Phenex is an application for annotating character matrix files with ontology terms. Character states can be annotated using the Entity-Quality syntax for ontologically describing phenotypes. In addition, taxon entries can be annotated with identifiers from a taxonomy ontology. Phenex saves ontology annotations alongside traditional character matrix data using the new NeXML format standard for evolutionary data. Phenex builds on Phenote and OBO-Edit from the OBO project. Jim Balhoff is the lead developer of Phenex.

Download & Installation

System Requirements

Phenex runs on any system with Java 5 or newer (Java 5 is also called version 1.5). Java 5 comes pre-installed on Mac OS X 10.4 and later. Phenex can't be used on older releases of Mac OS X (check your version of Mac OS X by selecting "About This Mac" under the Apple menu). For Windows, you can check your version of Java, and install if necessary, at http://www.java.com/. Phenex runs on Linux - just make sure you have Java 5 installed.

Direct downloads for Phenex 1.8

Choose download appropriate for your platform:

Installation on Mac OS X

Double-click the downloaded file to unzip it. Copy Phenex.app anywhere you would like to install it. Double-click Phenex.app to launch the application.

Installation on Windows

On Windows you must be sure to extract the Phenex folder from the zip archive - Phenex will not function properly if run from within the zip archive. Right-click on the downloaded zip file and choose "Extract All...". Use the Extraction Wizard to copy Phenex to a folder on your desktop. You can then move the Phenex folder anywhere you like. Within the Phenex folder, double-click the file Phenex.bat to launch the application.

Installation on Linux/Unix

Unzip the downloaded archive using a command such as tar zxvf phenex-1.0-unix.tgz. Change directories into the Phenex folder and run the shell script to launch Phenex. You will need to have Java in your executable PATH.

License and Attribution

Phenex is open source software, released under the MIT license.

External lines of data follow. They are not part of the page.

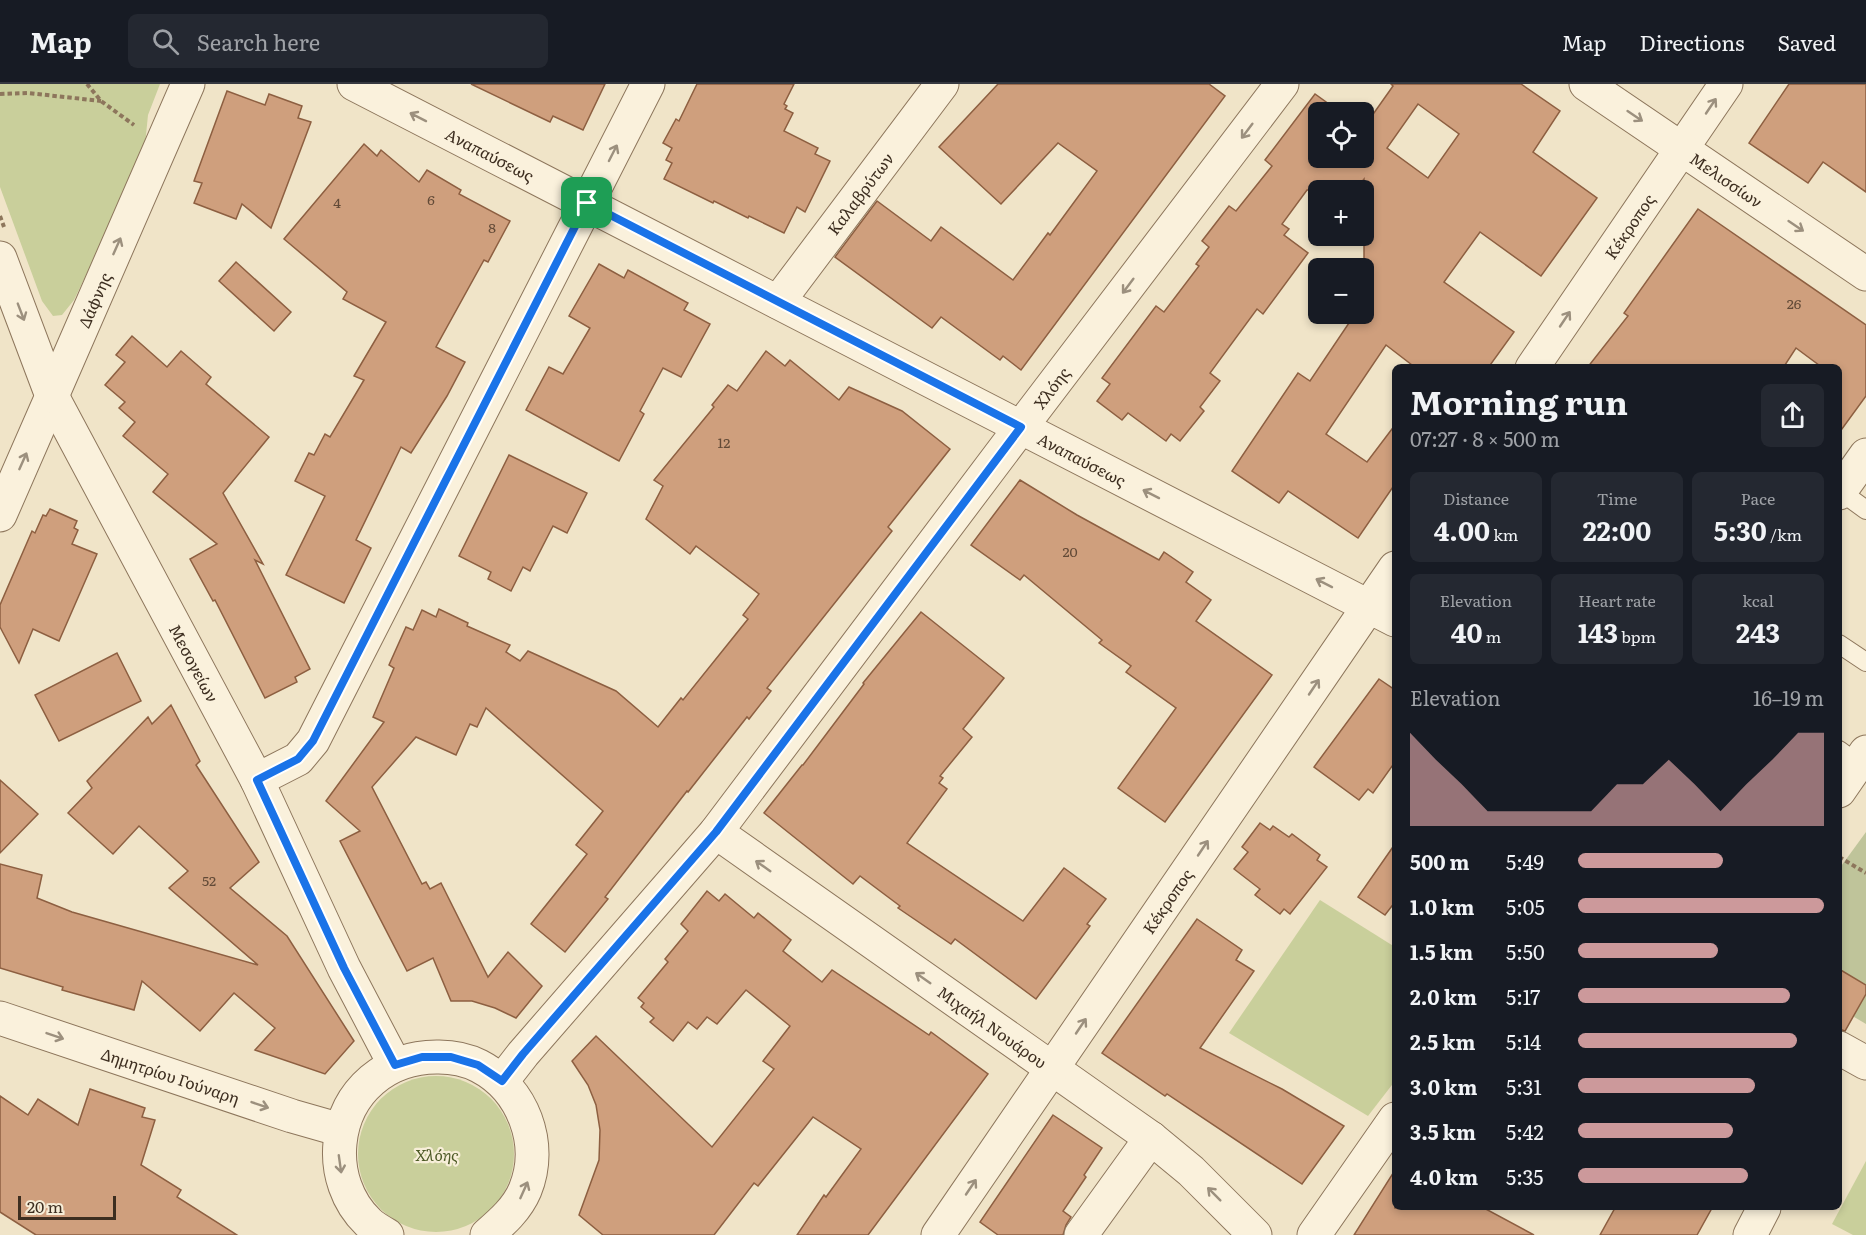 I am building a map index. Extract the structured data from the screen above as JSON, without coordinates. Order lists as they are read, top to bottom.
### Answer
{
  "streets": {
    "street": [
      "Αναπαύσεως",
      "Μελισσίων",
      "Καλαβρύτων",
      "Κέκροπος",
      "Δάφνης",
      "Χλόης",
      "Μεσογείων",
      "Μιχαήλ Νουάρου",
      "Δημητρίου Γούναρη"
    ]
  },
  "crossings": [
    ["Αναπαύσεως", "Καλαβρύτων"],
    ["Αναπαύσεως", "Κέκροπος"],
    ["Αναπαύσεως", "Χλόης"],
    ["Μελισσίων", "Κέκροπος"],
    ["Κέκροπος", "Μιχαήλ Νουάρου"],
    ["Δάφνης", "Μεσογείων"],
    ["Χλόης", "Μιχαήλ Νουάρου"]
  ],
  "one_way": [
    "Αναπαύσεως",
    "Μελισσίων",
    "Κέκροπος",
    "Δάφνης",
    "Μιχαήλ Νουάρου",
    "Δημητρίου Γούναρη"
  ],
  "parks": ["Χλόης"],
  "house_numbers": [
    "6",
    "4",
    "8",
    "26",
    "12",
    "20",
    "52"
  ],
  "scale_bar": "20 m",
  "page": {
    "header": "Map",
    "search": "Search here",
    "nav": ["Map", "Directions", "Saved"],
    "map_buttons": ["+", "−"],
    "heading": ["Morning run", "07:27 · 8 × 500 m"],
    "stats": [
      ["Distance", "4.00 km"],
      ["Time", "22:00"],
      ["Pace", "5:30 /km"],
      ["Elevation", "40 m"],
      ["Heart rate", "143 bpm"],
      ["kcal", "243"]
    ],
    "chart": ["Elevation", "16–19 m"],
    "list": [
      {
        "name": "500 m",
        "note": "5:49"
      },
      {
        "name": "1.0 km",
        "note": "5:05"
      },
      {
        "name": "1.5 km",
        "note": "5:50"
      },
      {
        "name": "2.0 km",
        "note": "5:17"
      },
      {
        "name": "2.5 km",
        "note": "5:14"
      },
      {
        "name": "3.0 km",
        "note": "5:31"
      },
      {
        "name": "3.5 km",
        "note": "5:42"
      },
      {
        "name": "4.0 km",
        "note": "5:35"
      }
    ],
    "scale": "20 m"
  }
} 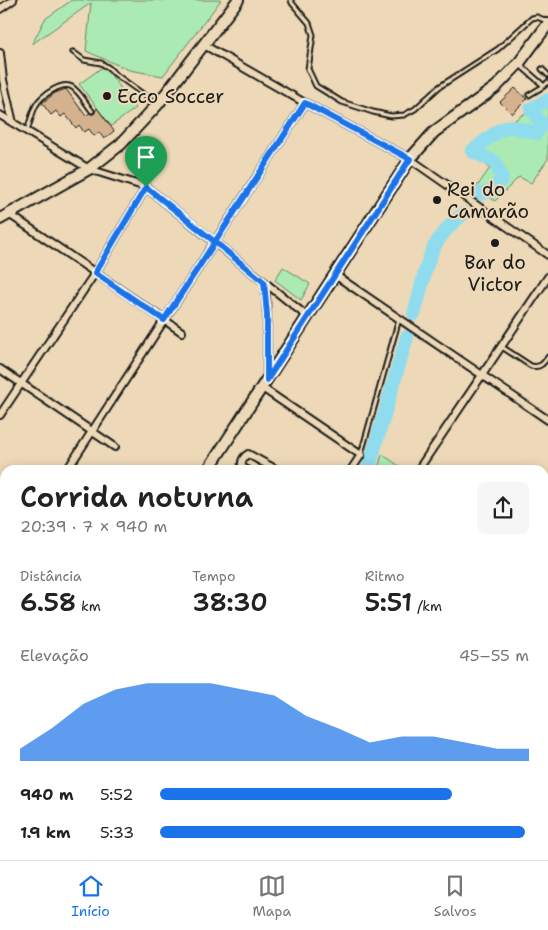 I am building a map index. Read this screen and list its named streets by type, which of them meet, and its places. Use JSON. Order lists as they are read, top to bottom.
{
  "places": ["Ecco Soccer", "Rei do Camarão", "Bar do Victor"],
  "page": {
    "heading": ["Corrida noturna", "20:39 · 7 × 940 m"],
    "stats": [
      ["Distância", "6.58 km"],
      ["Tempo", "38:30"],
      ["Ritmo", "5:51 /km"]
    ],
    "chart": ["Elevação", "45–55 m"],
    "list": [
      {
        "name": "940 m",
        "note": "5:52"
      },
      {
        "name": "1.9 km",
        "note": "5:33"
      }
    ],
    "tabs": ["Início", "Mapa", "Salvos"]
  }
}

If you use Phenex for annotation or extend it for your project, please cite the following publication in your documentation and resulting publications:
Balhoff JP, Dahdul WM, Kothari CR, Lapp H, Lundberg JG, Mabee P, Midford PE, Westerfield ME, Vision TJ. 2010. Phenex: Ontological Annotation of Phenotypic Diversity. PLoS ONE 5(5): e10500. DOI

Source code and support

Please join the Phenex users mailing list for software support and discussion of Phenex features:

The Phenex source for a particular release can be found in the "src" archive at the download site. To make contributions to the project or test the latest in-development code, you should check out a working copy from the Git repository:

The Phenex source includes both an Eclipse project (used for most active development) and an Ant build file (used for making releases). You can browse Phenex source code on the web.

Running Phenex

After launching Phenex, Java can sometimes be a little slow to start up. If you're running Java 6 or later, you should see a splash screen image shortly after launching. This is followed by a panel informing you that Phenex is checking for ontology updates. If you have not run Phenex before, your computer needs to be online in order for Phenex to download the required ontologies. If you have run Phenex before, Phenex will check for the availability of a newer version of each ontology and download it if necessary. It is okay to work offline if Phenex has previously had a chance to download the ontologies. Phenex performs a check for ontology updates each time it is launched.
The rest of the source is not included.